Interested in helping the homeless, it was on a visit with Lisa to the I.M Sulzbacher Center that Landwirth got the idea for Dignity U Wear. After asking a group of homeless men how he could help them, a middle-aged, weather-beaten, malnourished man stood up and pulled down his pants to reveal his naked buttocks.

“I need some underwear,” he said, and Landwirth knew he could help. He and Lisa went immediately to K-Mart and bought every pair of socks and underwear on the shelves. Then he began calling his corporate contacts asking if he could buy all the packages of underwear and socks that had been opened by customers or returned to their stores. Even though he did not have a specific recipient in mind, several companies offered to give him surplus clothing, and his friend, Jay Stein, got Stein Mart involved.

“Once we started, we had so many pairs of socks and underwear we had to open a storage unit in Ponte Vedra,” Lisa recalled, adding that she, her father and his wife, Linda, personally spent time sorting through the clothes. “Then we went to a bigger unit, then two, and he finally had to buy the warehouse on Myrtle Street.”

“Dad never wanted to turn down a donation of clothes,” Greg explained. “Sometimes they would make him take the whole truck. That’s when Dad realized he needed to grow, and he spent the next 10 years working on Dignity U Wear.”

Through December 2015, Dignity U Wear has donated 9.2 million pieces of brand-new clothing valued at $160.5 million to more than one million children, men and women in 43 states.

“Henri is the dignity in Dignity U Wear,” said Janet Reagor, chief operating officer of the nonprofit. “If you’ve ever seen him interacting with a recipient of his generosity, Henri is so focused on the person, it’s as if they are the only two people in the room.”

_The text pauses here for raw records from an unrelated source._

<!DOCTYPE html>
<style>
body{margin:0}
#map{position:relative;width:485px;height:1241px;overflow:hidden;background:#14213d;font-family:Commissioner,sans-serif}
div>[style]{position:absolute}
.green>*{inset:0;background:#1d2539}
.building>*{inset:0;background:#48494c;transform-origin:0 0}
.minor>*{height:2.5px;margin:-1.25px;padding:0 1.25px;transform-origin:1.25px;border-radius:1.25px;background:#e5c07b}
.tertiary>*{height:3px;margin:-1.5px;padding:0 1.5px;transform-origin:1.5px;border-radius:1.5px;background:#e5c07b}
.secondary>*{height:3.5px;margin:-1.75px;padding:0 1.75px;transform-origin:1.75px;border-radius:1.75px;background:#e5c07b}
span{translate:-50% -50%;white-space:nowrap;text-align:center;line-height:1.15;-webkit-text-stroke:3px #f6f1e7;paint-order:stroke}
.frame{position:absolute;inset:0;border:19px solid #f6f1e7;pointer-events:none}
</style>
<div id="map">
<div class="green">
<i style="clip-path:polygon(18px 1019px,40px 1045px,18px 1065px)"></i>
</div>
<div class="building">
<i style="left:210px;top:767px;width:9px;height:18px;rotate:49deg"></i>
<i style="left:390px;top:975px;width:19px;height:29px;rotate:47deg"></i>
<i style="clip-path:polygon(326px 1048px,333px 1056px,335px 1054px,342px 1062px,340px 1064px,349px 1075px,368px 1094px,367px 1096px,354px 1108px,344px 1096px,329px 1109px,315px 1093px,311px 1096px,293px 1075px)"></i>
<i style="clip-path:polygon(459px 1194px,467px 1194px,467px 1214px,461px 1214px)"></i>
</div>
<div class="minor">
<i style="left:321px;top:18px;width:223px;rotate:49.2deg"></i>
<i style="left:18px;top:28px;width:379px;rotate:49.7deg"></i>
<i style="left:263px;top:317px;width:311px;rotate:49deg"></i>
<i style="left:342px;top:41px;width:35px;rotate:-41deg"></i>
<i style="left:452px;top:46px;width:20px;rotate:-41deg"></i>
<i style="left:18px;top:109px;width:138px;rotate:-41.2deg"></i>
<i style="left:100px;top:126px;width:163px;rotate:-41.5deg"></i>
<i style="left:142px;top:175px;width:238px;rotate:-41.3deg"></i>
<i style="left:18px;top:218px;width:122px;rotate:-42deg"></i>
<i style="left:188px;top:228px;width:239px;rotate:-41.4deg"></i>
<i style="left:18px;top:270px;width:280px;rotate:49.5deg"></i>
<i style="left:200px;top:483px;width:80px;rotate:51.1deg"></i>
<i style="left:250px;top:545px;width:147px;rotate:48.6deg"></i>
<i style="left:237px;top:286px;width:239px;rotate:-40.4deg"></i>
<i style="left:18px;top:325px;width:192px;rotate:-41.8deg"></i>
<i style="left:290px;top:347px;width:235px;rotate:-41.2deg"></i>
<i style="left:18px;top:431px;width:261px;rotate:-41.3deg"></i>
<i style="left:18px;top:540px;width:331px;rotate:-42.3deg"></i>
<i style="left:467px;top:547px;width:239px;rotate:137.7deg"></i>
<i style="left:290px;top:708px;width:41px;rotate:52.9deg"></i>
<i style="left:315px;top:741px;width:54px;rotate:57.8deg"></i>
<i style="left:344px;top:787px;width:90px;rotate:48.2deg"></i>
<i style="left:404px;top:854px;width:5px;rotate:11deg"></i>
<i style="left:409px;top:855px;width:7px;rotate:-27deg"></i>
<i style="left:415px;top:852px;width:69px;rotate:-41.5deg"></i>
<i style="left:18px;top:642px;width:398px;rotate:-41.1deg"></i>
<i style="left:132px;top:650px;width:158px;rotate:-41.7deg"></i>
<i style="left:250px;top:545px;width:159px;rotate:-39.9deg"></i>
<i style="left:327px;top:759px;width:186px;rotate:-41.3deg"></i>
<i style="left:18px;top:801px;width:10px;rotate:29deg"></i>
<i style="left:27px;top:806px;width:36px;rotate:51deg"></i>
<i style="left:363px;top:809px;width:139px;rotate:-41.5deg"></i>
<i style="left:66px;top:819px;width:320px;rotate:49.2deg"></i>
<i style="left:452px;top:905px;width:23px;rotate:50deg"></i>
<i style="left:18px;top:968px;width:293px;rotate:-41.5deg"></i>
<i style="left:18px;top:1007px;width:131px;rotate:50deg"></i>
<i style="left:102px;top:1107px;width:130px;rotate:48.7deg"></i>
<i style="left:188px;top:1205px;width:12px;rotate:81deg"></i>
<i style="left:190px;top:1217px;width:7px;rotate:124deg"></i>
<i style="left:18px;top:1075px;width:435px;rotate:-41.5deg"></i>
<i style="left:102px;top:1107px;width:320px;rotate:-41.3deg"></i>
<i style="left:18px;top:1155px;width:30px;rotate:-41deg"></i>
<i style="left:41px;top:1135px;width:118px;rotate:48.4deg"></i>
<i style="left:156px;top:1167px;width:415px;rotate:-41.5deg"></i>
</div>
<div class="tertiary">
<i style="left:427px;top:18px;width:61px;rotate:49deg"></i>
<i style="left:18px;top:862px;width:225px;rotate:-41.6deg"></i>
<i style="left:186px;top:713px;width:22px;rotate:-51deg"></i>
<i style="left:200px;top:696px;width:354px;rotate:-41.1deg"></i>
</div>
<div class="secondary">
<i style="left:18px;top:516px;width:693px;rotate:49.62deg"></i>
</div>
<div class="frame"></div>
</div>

Parker McCrary, Chairman of the Dignity U Wear Board of Directors agreed. “Meeting Henri Landwirth was one of the most memorable moments of my life,” he said. “People want to be around Henri, and when he asks you to do something, it is very hard to say ‘no’ because he asks from a quiet place of passion and compassion.”

Henri Landwirth with his children Greg, Lisa, Gary and Gary’s wife, Theresa

Henri Landwirth with his children Greg, Lisa, Gary and Gary’s wife, Theresa

Although Landwirth loved Dignity U Wear, it was Give Kids the World which was particularly close to his heart, Lisa said. “With Dignity you don’t see the families right there. You see the backend of it with the sorting and the warehouse. He likes to get things started and work with the companies to make it happen, then he is okay to step away once that happens,” she said.

Both Greg and Lisa said they hope their children will follow in their grandfather’s footsteps by keeping their sights on the nonprofit world.

“I hope they will continue to volunteer, do mission trips and continue to see the world in a way that is not the way they were raised,” said Lisa. “Volunteerism, site visits with us, continuing to serve the Fanny Landwirth Foundation and also, on their own, to do what they can to contribute to their own communities and make the world a better place is what I hope for,” she said. “And I hope they will see that we try to live that way and that by doing so they will emulate their grandfather.”